Exercise objective :: Your answer should consist only of the lines below from the one with "610px,674px 624px,664px 628px,660px" through the one with "452px,288px 459px,284px 460px,287px", copied exactly.

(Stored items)
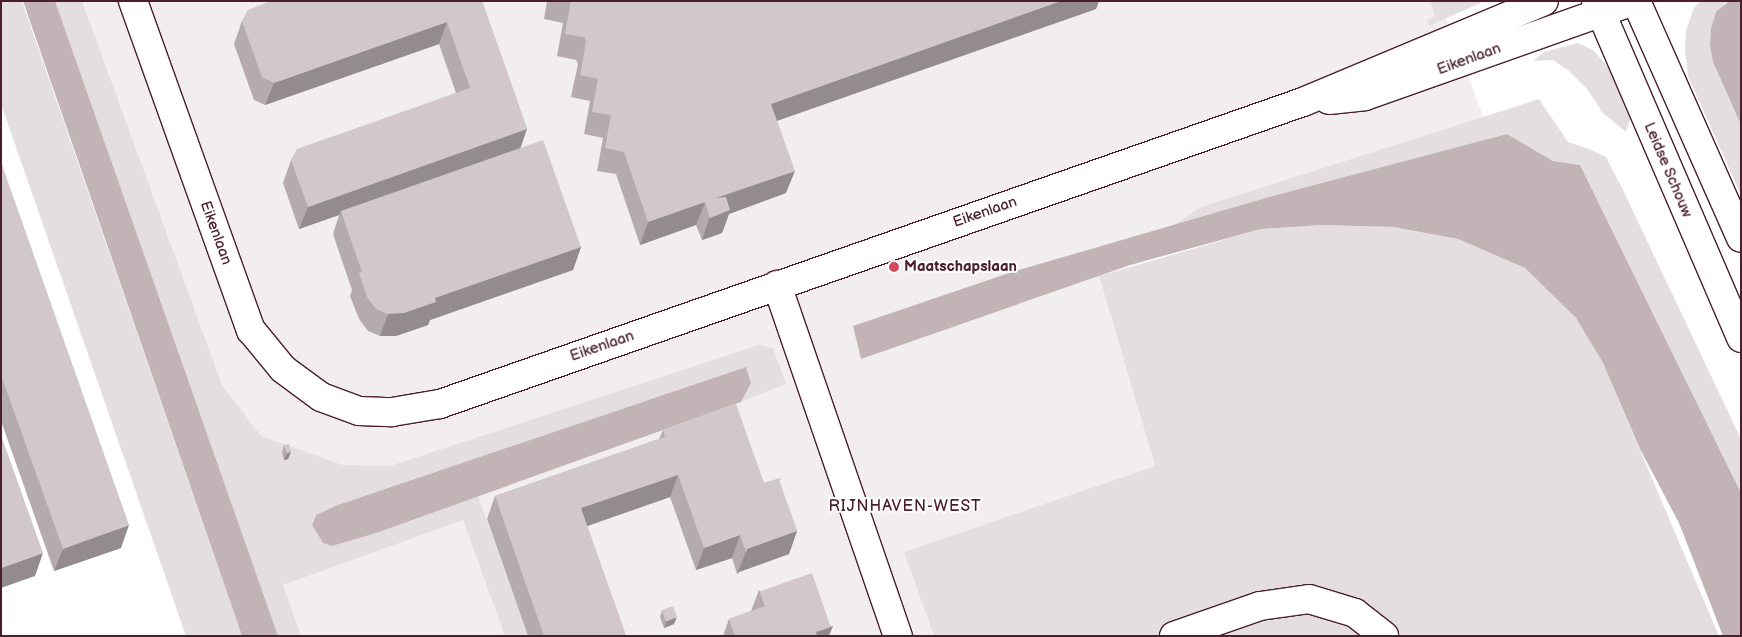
<!DOCTYPE html>
<style>
body{margin:0}
#map{position:relative;width:1742px;height:637px;overflow:hidden;background:#fff;font-family:"Balsamiq Sans",sans-serif}
div>[style]{position:absolute}
.built>*{inset:0;background:#f2eeef}
.green>*{inset:0;background:#e5dee0}
.water>*{inset:0;background:#c1b3b6}
.roads{filter:drop-shadow(1px 0 #4a1f2b) drop-shadow(-1px 0 #4a1f2b) drop-shadow(0 1px #4a1f2b) drop-shadow(0 -1px #4a1f2b)}
.minor>*{height:28px;margin:-14px;padding:0 14px;transform-origin:14px;border-radius:14px;background:#fff}
.major>*{height:28px;margin:-14px;padding:0 14px;transform-origin:14px;border-radius:14px;background:#fff}
.wall>*{inset:0;background:#b5abaf}
.shaded-wall>*{inset:0;background:#938b8e}
.building>*{inset:0;background:#d2c7cb;transform-origin:0 0}
.dots>*{width:14px;height:14px;translate:-50% -50%;box-sizing:border-box;border:2px solid #fff;border-radius:50%}
span{translate:-50% -50%;white-space:nowrap;text-align:center;line-height:1.15;-webkit-text-stroke:4px #fff;paint-order:stroke}
.street-label{font-size:15px;color:#4a1f2b}
.poi-label{font-size:15px;color:#4a1f2b;font-weight:700}
.left{translate:0 -50%;text-align:left}
.neighbourhood-label{font-size:16px;color:#4a1f2b;letter-spacing:1px}
.frame{position:absolute;inset:0;border:2px solid #4a1f2b;pointer-events:none}
</style>
<div id="map">
<div class="built">
<div style="clip-path:polygon(32px 1px,1440px 1px,1519px 212px,1375px 188px,1099px 276px,1155px 466px,905px 552px,934px 636px,256px 636px)"></div>
</div>
<div class="green">
<div style="clip-path:polygon(1px 1px,22px 1px,242px 636px,186px 636px,1px 104px)"></div>
<div style="clip-path:polygon(55px 1px,82px 1px,222px 385px,261px 436px,343px 465px,390px 466px,759px 345px,773px 348px,786px 384px,741px 402px,751px 383px,746px 367px,335px 506px,315px 515px,312px 525px,323px 543px,332px 546px,478px 496px,528px 636px,505px 636px,463px 520px,283px 585px,301px 636px,278px 636px)"></div>
<div style="clip-path:polygon(1430px 1px,1485px 1px,1429px 26px,1427px 21px,1435px 16px)"></div>
<div style="clip-path:polygon(1700px 1px,1729px 1px,1724px 4px,1710px 45px,1713px 62px,1741px 125px,1741px 195px,1688px 76px,1685px 50px,1686px 30px,1694px 8px)"></div>
<div style="clip-path:polygon(1578px 43px,1593px 50px,1610px 69px,1627px 101px,1631px 117px,1626px 132px,1603px 113px,1587px 89px,1569px 71px,1553px 60px,1533px 61px,1544px 52px)"></div>
<div style="clip-path:polygon(1539px 99px,1568px 142px,1589px 149px,1606px 157px,1623px 190px,1741px 439px,1741px 493px,1580px 165px,1553px 161px,1507px 134px,1174px 225px,1201px 207px)"></div>
<div style="clip-path:polygon(1322px 225px,1393px 227px,1458px 239px,1525px 268px,1576px 318px,1603px 363px,1719px 636px,934px 636px,904px 552px,1155px 466px,1099px 276px,1261px 229px)"></div>
</div>
<div class="water">
<div style="clip-path:polygon(23px 1px,55px 1px,278px 636px,242px 636px)"></div>
<div style="clip-path:polygon(1729px 1px,1741px 1px,1741px 125px,1713px 62px,1710px 45px,1711px 29px,1716px 12px)"></div>
<div style="clip-path:polygon(1507px 134px,1553px 161px,1580px 165px,1741px 493px,1741px 636px,1723px 636px,1679px 523px,1640px 449px,1603px 363px,1576px 318px,1525px 268px,1458px 239px,1393px 227px,1322px 225px,1261px 229px,1130px 265px,861px 359px,853px 326px,1012px 272px,1273px 196px)"></div>
<div style="clip-path:polygon(746px 367px,751px 383px,741px 402px,376px 533px,332px 546px,323px 543px,312px 525px,316px 515px,335px 506px)"></div>
</div>
<div class="roads">
<div class="minor">
<div style="left:133px;top:1px;width:350px;rotate:70.3deg"></div>
<div style="left:251px;top:330px;width:50px;rotate:50.6deg"></div>
<div style="left:283px;top:369px;width:47px;rotate:36.4deg"></div>
<div style="left:321px;top:397px;width:40px;rotate:20.2deg"></div>
<div style="left:359px;top:411px;width:33px;rotate:2deg"></div>
<div style="left:392px;top:412px;width:49px;rotate:-9.5deg"></div>
<div style="left:440px;top:404px;width:914px;rotate:-19.29deg"></div>
<div style="left:1303px;top:102px;width:261px;rotate:-22.7deg"></div>
<div style="left:1329px;top:100px;width:36px;rotate:-6deg"></div>
<div style="left:1365px;top:96px;width:284px;rotate:-19.5deg"></div>
<div style="left:777px;top:285px;width:371px;rotate:71deg"></div>
<div style="left:1174px;top:636px;width:91px;rotate:-19.2deg"></div>
<div style="left:1260px;top:606px;width:49px;rotate:-8.1deg"></div>
<div style="left:1309px;top:599px;width:48px;rotate:16.9deg"></div>
<div style="left:1355px;top:613px;width:37px;rotate:38deg"></div>
</div>
<div class="major">
<div style="left:1596px;top:1px;width:367px;rotate:66.7deg"></div>
<div style="left:1636px;top:1px;width:259px;rotate:66.1deg"></div>
</div>
</div>
<div class="wall">
<div style="clip-path:polygon(482px 1px,527px 129px,520px 148px,581px 247px,573px 270px,430px 320px,428px 325px,396px 336px,380px 336px,368px 331px,359px 319px,350px 296px,352px 290px,333px 234px,339px 215px,299px 229px,283px 183px,291px 160px,456px 93px,439px 44px,265px 105px,254px 100px,234px 44px,242px 21px)"></div>
<div style="clip-path:polygon(547px 1px,1099px 1px,1096px 9px,777px 121px,786px 193px,729px 214px,722px 233px,702px 240px,696px 225px,640px 245px,616px 174px,597px 171px,603px 138px,584px 134px,590px 101px,571px 97px,578px 64px,576px 60px,557px 56px,563px 23px,544px 19px)"></div>
<div style="clip-path:polygon(1px 162px,121px 548px,54px 571px,1px 421px)"></div>
<div style="clip-path:polygon(663px 430px,764px 483px,781px 478px,779px 481px,797px 531px,789px 554px,739px 572px,737px 574px,732px 558px,696px 570px,670px 497px,587px 526px,626px 636px,528px 636px,487px 519px,495px 496px,659px 439px)"></div>
<div style="clip-path:polygon(284px 445px,291px 452px,288px 459px,284px 460px,282px 452px)"></div>
<div style="clip-path:polygon(759px 590px,829px 636px,723px 636px,729px 619px,751px 611px)"></div>
<div style="clip-path:polygon(662px 610px,674px 624px,664px 628px,660px 617px)"></div>
</div>
<div class="shaded-wall">
<div style="clip-path:polygon(1061px 1px,1099px 1px,1096px 9px,762px 126px,771px 104px)"></div>
<div style="clip-path:polygon(447px 22px,439px 44px,265px 105px,274px 83px)"></div>
<div style="clip-path:polygon(527px 129px,519px 152px,341px 211px,339px 215px,299px 229px,308px 207px)"></div>
<div style="clip-path:polygon(795px 171px,786px 193px,729px 214px,722px 233px,702px 240px,716px 198px)"></div>
<div style="clip-path:polygon(705px 202px,696px 225px,640px 245px,648px 222px)"></div>
<div style="clip-path:polygon(581px 247px,573px 270px,430px 320px,428px 325px,396px 336px,380px 336px,388px 314px)"></div>
<div style="clip-path:polygon(291px 452px,288px 459px,284px 460px,287px 453px)"></div>
<div style="clip-path:polygon(678px 475px,670px 497px,573px 531px,581px 508px)"></div>
<div style="clip-path:polygon(129px 525px,121px 548px,54px 571px,63px 549px)"></div>
<div style="clip-path:polygon(797px 531px,789px 554px,739px 572px,737px 574px,747px 549px)"></div>
<div style="clip-path:polygon(740px 535px,732px 558px,696px 570px,704px 548px)"></div>
<div style="clip-path:polygon(43px 553px,35px 576px,1px 588px,1px 568px)"></div>
<div style="clip-path:polygon(677px 617px,674px 624px,664px 628px,666px 621px)"></div>
<div style="clip-path:polygon(833px 626px,829px 636px,814px 636px,816px 632px)"></div>
</div>
<div class="building">
<div style="clip-path:polygon(271px 1px,482px 1px,527px 129px,308px 207px,291px 160px,297px 149px,470px 88px,447px 22px,274px 83px,262px 77px,242px 21px,248px 10px)"></div>
<div style="clip-path:polygon(571px 1px,1061px 1px,771px 104px,795px 171px,716px 198px,726px 197px,730px 210px,710px 218px,705px 202px,648px 222px,624px 152px,605px 148px,611px 115px,592px 112px,598px 79px,580px 75px,586px 42px,584px 37px,565px 34px)"></div>
<div style="clip-path:polygon(543px 140px,581px 247px,435px 298px,436px 302px,404px 313px,388px 314px,376px 309px,367px 297px,359px 273px,362px 272px,341px 211px)"></div>
<div style="clip-path:polygon(1px 162px,129px 525px,63px 549px,1px 375px)"></div>
<div style="clip-path:polygon(736px 404px,764px 483px,781px 478px,779px 480px,797px 531px,747px 549px,746px 552px,740px 535px,704px 548px,678px 475px,581px 508px,626px 636px,544px 636px,495px 496px,665px 437px,663px 430px)"></div>
<div style="clip-path:polygon(1px 435px,43px 553px,1px 568px)"></div>
<div style="clip-path:polygon(289px 444px,291px 452px,287px 453px,284px 445px)"></div>
<div style="clip-path:polygon(812px 573px,830px 625px,833px 626px,816px 632px,817px 636px,735px 636px,729px 619px,765px 606px,759px 590px,761px 591px)"></div>
<div style="left:673px;top:606px;width:12px;height:12px;rotate:70deg"></div>
</div>
<div class="dots">
<div style="left:894px;top:267px;background:#d1495b"></div>
</div>
<div class="street-label">
<span style="left:1469px;top:59px;rotate:-20deg">Eikenlaan</span>
<span style="left:1668px;top:170px;rotate:67deg">Leidse Schouw</span>
<span style="left:985px;top:212px;rotate:-19deg">Eikenlaan</span>
<span style="left:216px;top:233px;rotate:70deg">Eikenlaan</span>
<span style="left:602px;top:346px;rotate:-19deg">Eikenlaan</span>
</div>
<div class="poi-label">
<span class="left" style="left:904px;top:267px">Maatschapslaan</span>
</div>
<div class="neighbourhood-label">
<span style="left:905px;top:507px">RIJNHAVEN-WEST</span>
</div>
<div class="frame"></div>
</div>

Response to the task ::
<div style="clip-path:polygon(662px 610px,674px 624px,664px 628px,660px 617px)"></div>
</div>
<div class="shaded-wall">
<div style="clip-path:polygon(1061px 1px,1099px 1px,1096px 9px,762px 126px,771px 104px)"></div>
<div style="clip-path:polygon(447px 22px,439px 44px,265px 105px,274px 83px)"></div>
<div style="clip-path:polygon(527px 129px,519px 152px,341px 211px,339px 215px,299px 229px,308px 207px)"></div>
<div style="clip-path:polygon(795px 171px,786px 193px,729px 214px,722px 233px,702px 240px,716px 198px)"></div>
<div style="clip-path:polygon(705px 202px,696px 225px,640px 245px,648px 222px)"></div>
<div style="clip-path:polygon(581px 247px,573px 270px,430px 320px,428px 325px,396px 336px,380px 336px,388px 314px)"></div>
<div style="clip-path:polygon(291px 452px,288px 459px,284px 460px,287px 453px)"></div>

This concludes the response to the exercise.